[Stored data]
BEGIN
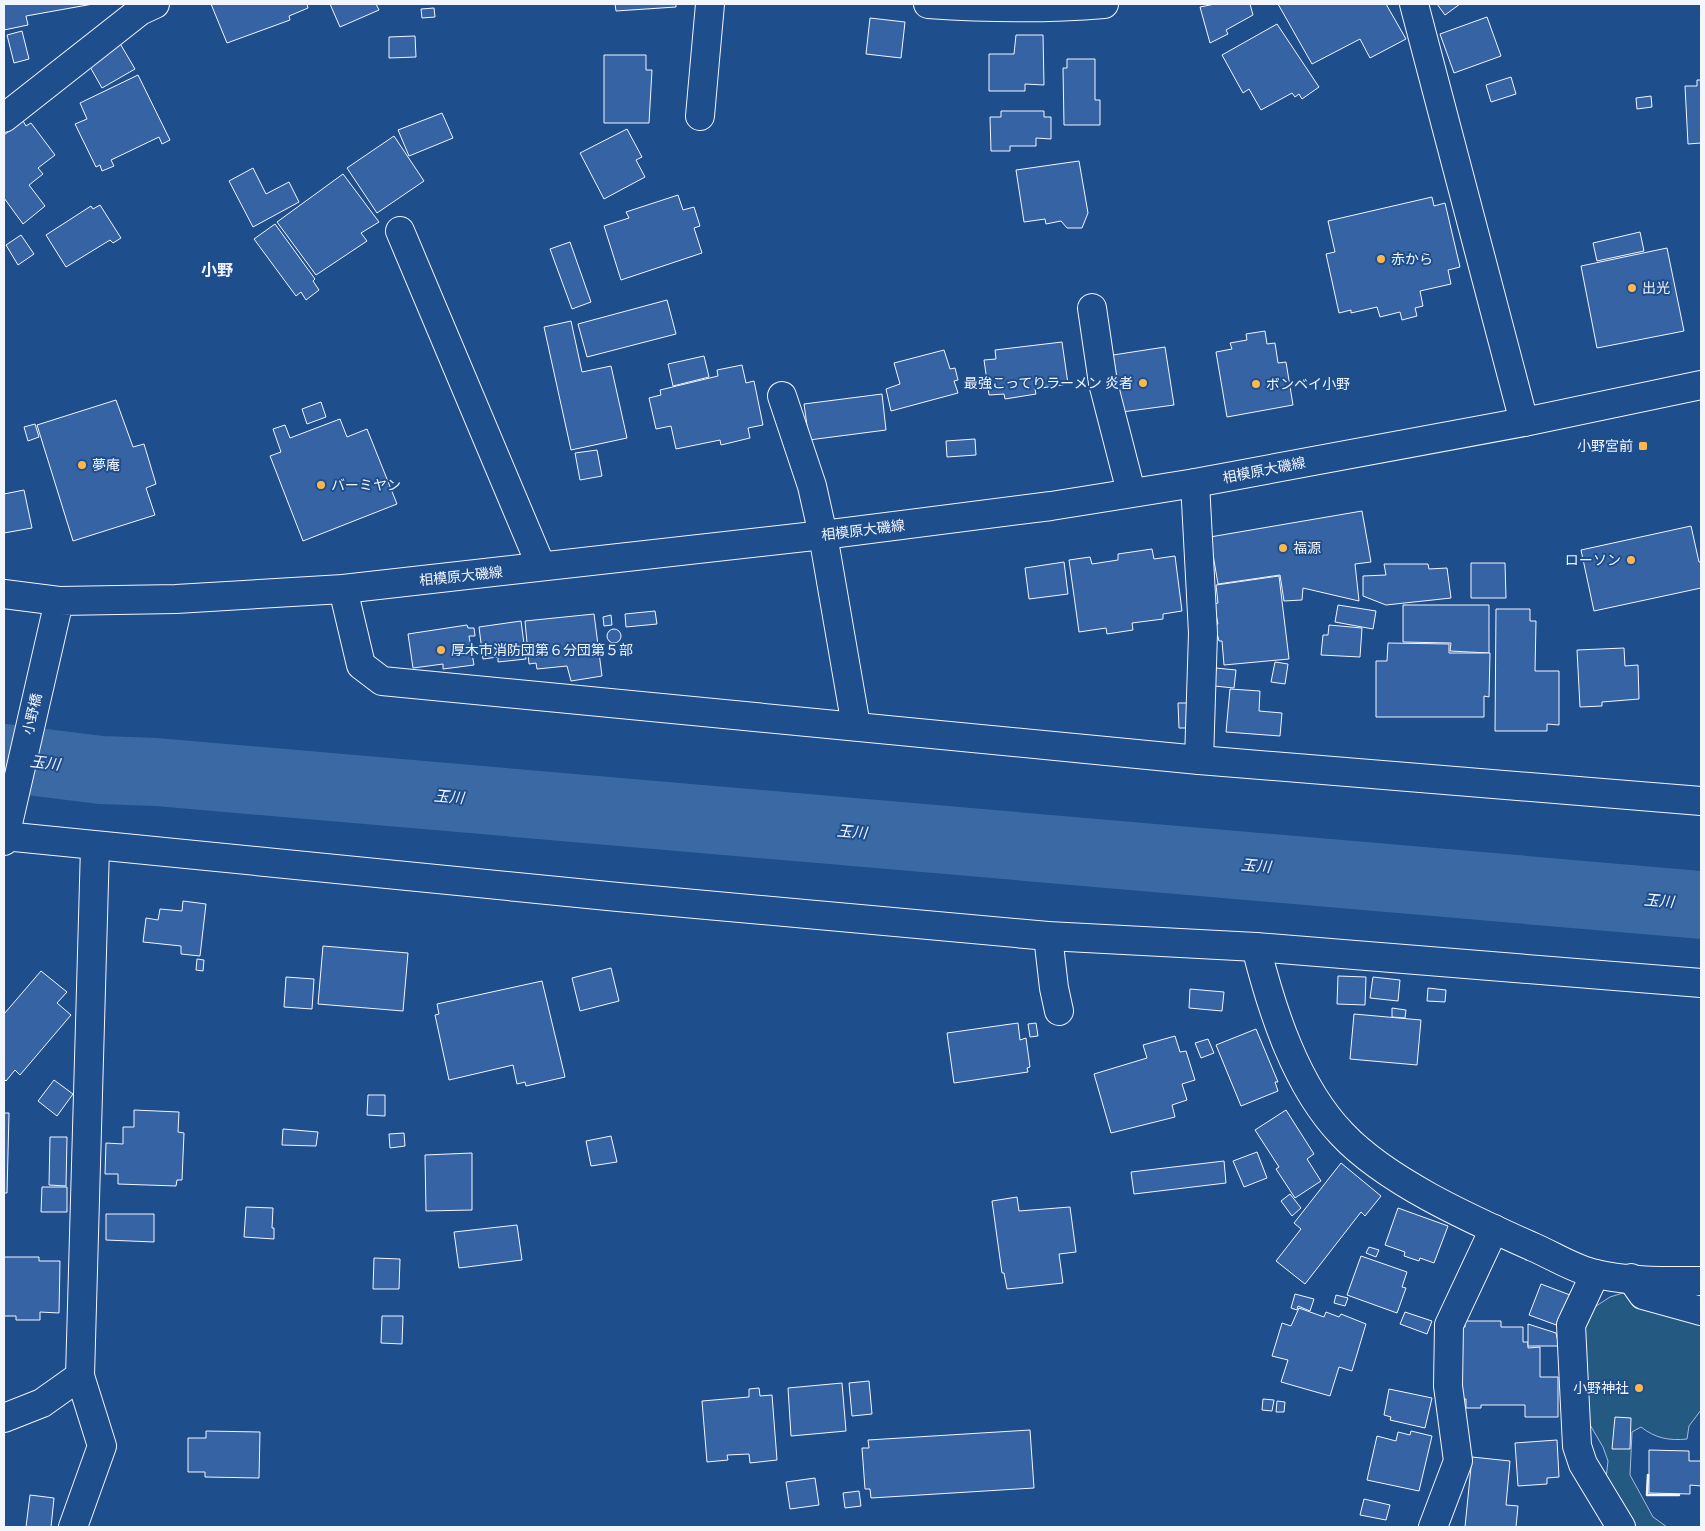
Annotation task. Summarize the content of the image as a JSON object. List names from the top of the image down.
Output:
{
  "streets": {
    "street": ["相模原大磯線", "小野橋"]
  },
  "crossings": [
    ["相模原大磯線", "小野橋"]
  ],
  "districts": ["小野"],
  "water": ["玉川"],
  "places": {
    "other": [
      "赤から",
      "出光",
      "最強こってりラーメン 炎者",
      "ボンベイ小野",
      "夢庵",
      "バーミヤン",
      "福源",
      "ローソン",
      "厚木市消防団第６分団第５部",
      "小野神社"
    ],
    "transit": ["小野宮前"]
  }
}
END
* Exercise aim *
What comes back should match the records exactly, minus any pictures.

* Answer for the task *
Annotation task. Summarize the content of the image as a JSON object. List names from the top of the image down.
Output:
{
  "streets": {
    "street": ["相模原大磯線", "小野橋"]
  },
  "crossings": [
    ["相模原大磯線", "小野橋"]
  ],
  "districts": ["小野"],
  "water": ["玉川"],
  "places": {
    "other": [
      "赤から",
      "出光",
      "最強こってりラーメン 炎者",
      "ボンベイ小野",
      "夢庵",
      "バーミヤン",
      "福源",
      "ローソン",
      "厚木市消防団第６分団第５部",
      "小野神社"
    ],
    "transit": ["小野宮前"]
  }
}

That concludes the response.